** Work instruction **
All the lines below need to be transcribed exactly. Pictures get left out.

** Source material **
□ □ □ □

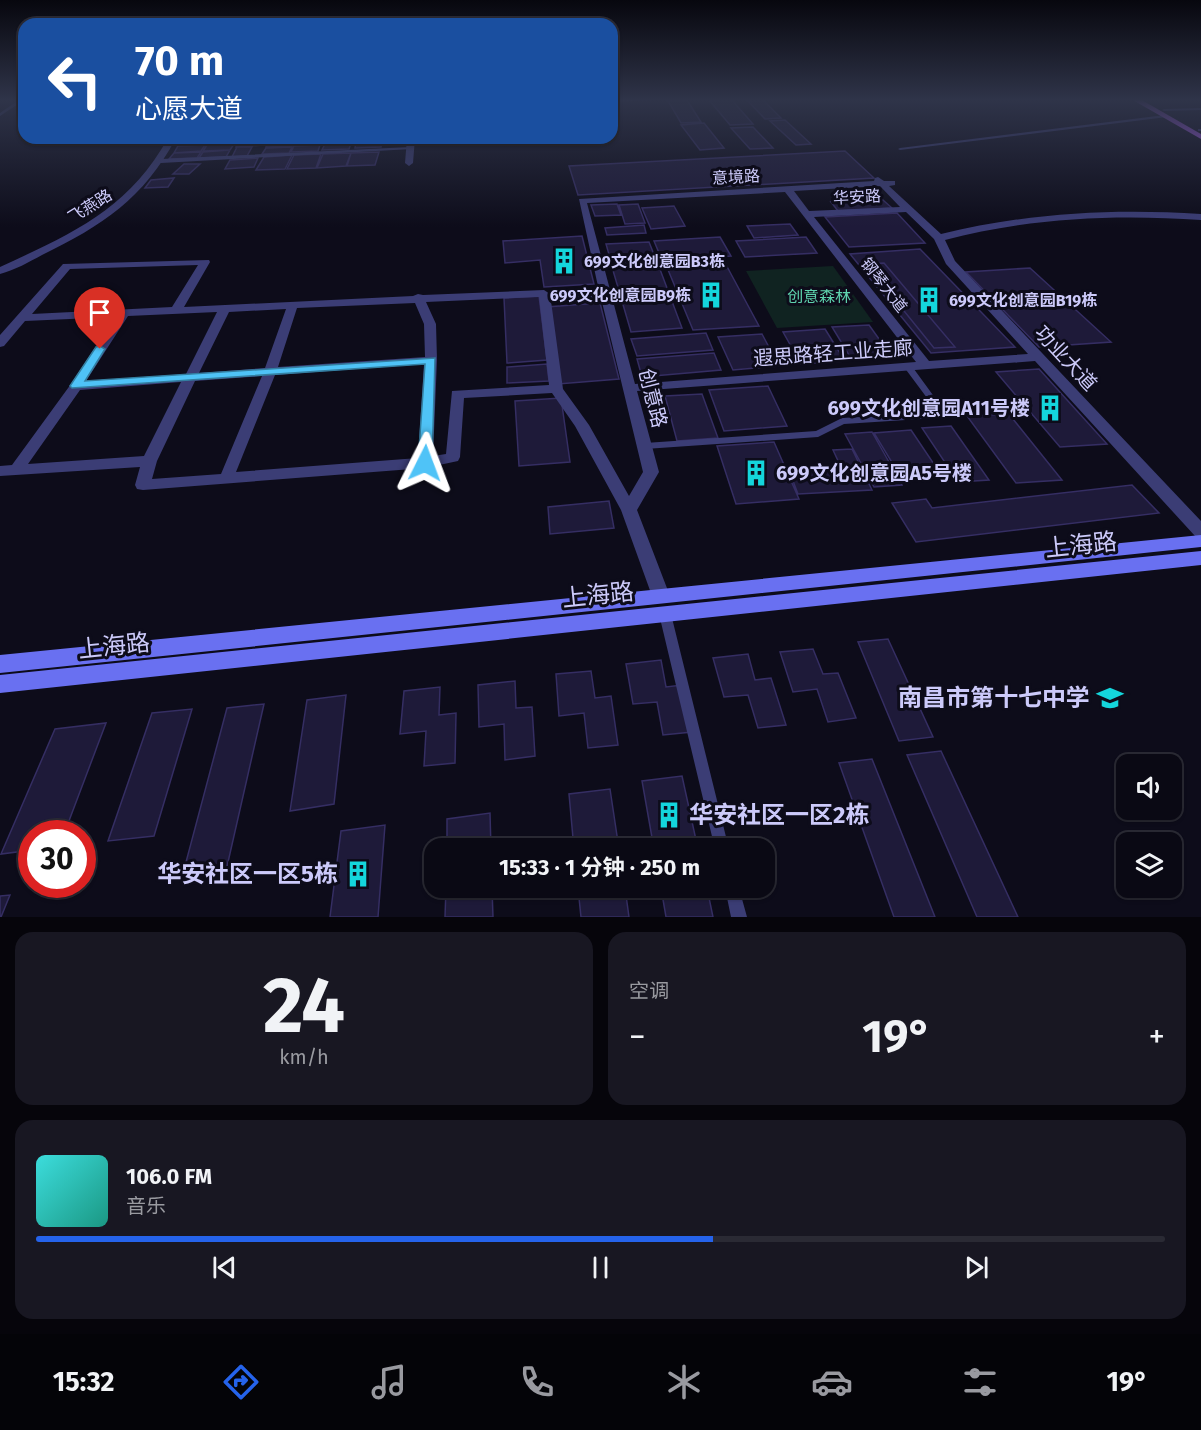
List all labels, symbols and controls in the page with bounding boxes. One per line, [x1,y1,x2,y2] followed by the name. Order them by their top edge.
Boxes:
[135,36,224,86] text: 70 m
[36,42,114,120] icon: left
[135,93,243,125] text: 心愿大道
[712,166,760,188] street label: 意境路
[65,185,115,227] street label: 飞燕路
[833,186,881,208] street label: 华安路
[549,246,579,276] building icon: 699文化创意园B3栋
[584,252,725,271] place label: 699文化创意园B3栋
[857,254,911,316] street label: 钢琴大道
[696,280,726,310] building icon: 699文化创意园B9栋
[914,285,944,315] building icon: 699文化创意园B19栋
[550,286,691,305] place label: 699文化创意园B9栋
[74,287,125,349] pin
[787,287,851,306] park label: 创意森林
[949,291,1097,310] place label: 699文化创意园B19栋
[83,296,116,329] icon: arrive
[1030,321,1102,395] street label: 功业大道
[752,335,914,371] street label: 遐思路轻工业走廊
[634,366,672,430] street label: 创意路
[1035,393,1065,423] building icon: 699文化创意园A11号楼
[828,396,1030,420] place label: 699文化创意园A11号楼
[393,431,457,495] position arrow
[741,458,771,488] building icon: 699文化创意园A5号楼
[776,461,972,485] place label: 699文化创意园A5号楼
[1044,527,1118,563] street label: 上海路
[561,577,635,613] street label: 上海路
[77,628,151,664] street label: 上海路
[1095,683,1125,713] school or university icon: 南昌市第十七中学
[898,684,1090,712] place label: 南昌市第十七中学
[1116,754,1182,898] map controls
[1116,754,1182,820] button: sound
[654,800,684,830] building icon: 华安社区一区2栋
[689,801,869,829] place label: 华安社区一区2栋
[18,820,96,898] speed limit sign: 30
[1116,832,1182,898] button: layers
[499,854,700,881] text: 15:33 · 1 分钟 · 250 m
[343,859,373,889] building icon: 华安社区一区5栋
[157,860,338,888] place label: 华安社区一区5栋
[263,959,345,1053] text: 24
[629,979,669,1003] text: 空调
[862,1010,932,1064] text: 19°
[629,1017,646,1057] text: −
[1149,1017,1165,1057] text: +
[279,1045,329,1069] text: km/h
[126,1163,212,1190] text: 106.0 FM
[126,1194,166,1218] text: 音乐
[208,1251,241,1284] icon: previous
[584,1251,617,1284] icon: pause
[960,1251,993,1284] icon: next
[220,1361,262,1403] icon: directions
[368,1361,410,1403] icon: music
[516,1361,558,1403] icon: phone
[663,1361,705,1403] icon: climate
[811,1361,853,1403] icon: car
[959,1361,1001,1403] icon: filters
[53,1366,115,1398] text: 15:32
[1106,1366,1148,1398] text: 19°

□ □ □ □

** Task result **
List all labels, symbols and controls in the page with bounding boxes. One per line, [x1,y1,x2,y2] followed by the name. Order them by their top edge.
Boxes:
[135,36,224,86] text: 70 m
[36,42,114,120] icon: left
[135,93,243,125] text: 心愿大道
[712,166,760,188] street label: 意境路
[65,185,115,227] street label: 飞燕路
[833,186,881,208] street label: 华安路
[549,246,579,276] building icon: 699文化创意园B3栋
[584,252,725,271] place label: 699文化创意园B3栋
[857,254,911,316] street label: 钢琴大道
[696,280,726,310] building icon: 699文化创意园B9栋
[914,285,944,315] building icon: 699文化创意园B19栋
[550,286,691,305] place label: 699文化创意园B9栋
[74,287,125,349] pin
[787,287,851,306] park label: 创意森林
[949,291,1097,310] place label: 699文化创意园B19栋
[83,296,116,329] icon: arrive
[1030,321,1102,395] street label: 功业大道
[752,335,914,371] street label: 遐思路轻工业走廊
[634,366,672,430] street label: 创意路
[1035,393,1065,423] building icon: 699文化创意园A11号楼
[828,396,1030,420] place label: 699文化创意园A11号楼
[393,431,457,495] position arrow
[741,458,771,488] building icon: 699文化创意园A5号楼
[776,461,972,485] place label: 699文化创意园A5号楼
[1044,527,1118,563] street label: 上海路
[561,577,635,613] street label: 上海路
[77,628,151,664] street label: 上海路
[1095,683,1125,713] school or university icon: 南昌市第十七中学
[898,684,1090,712] place label: 南昌市第十七中学
[1116,754,1182,898] map controls
[1116,754,1182,820] button: sound
[654,800,684,830] building icon: 华安社区一区2栋
[689,801,869,829] place label: 华安社区一区2栋
[18,820,96,898] speed limit sign: 30
[1116,832,1182,898] button: layers
[499,854,700,881] text: 15:33 · 1 分钟 · 250 m
[343,859,373,889] building icon: 华安社区一区5栋
[157,860,338,888] place label: 华安社区一区5栋
[263,959,345,1053] text: 24
[629,979,669,1003] text: 空调
[862,1010,932,1064] text: 19°
[629,1017,646,1057] text: −
[1149,1017,1165,1057] text: +
[279,1045,329,1069] text: km/h
[126,1163,212,1190] text: 106.0 FM
[126,1194,166,1218] text: 音乐
[208,1251,241,1284] icon: previous
[584,1251,617,1284] icon: pause
[960,1251,993,1284] icon: next
[220,1361,262,1403] icon: directions
[368,1361,410,1403] icon: music
[516,1361,558,1403] icon: phone
[663,1361,705,1403] icon: climate
[811,1361,853,1403] icon: car
[959,1361,1001,1403] icon: filters
[53,1366,115,1398] text: 15:32
[1106,1366,1148,1398] text: 19°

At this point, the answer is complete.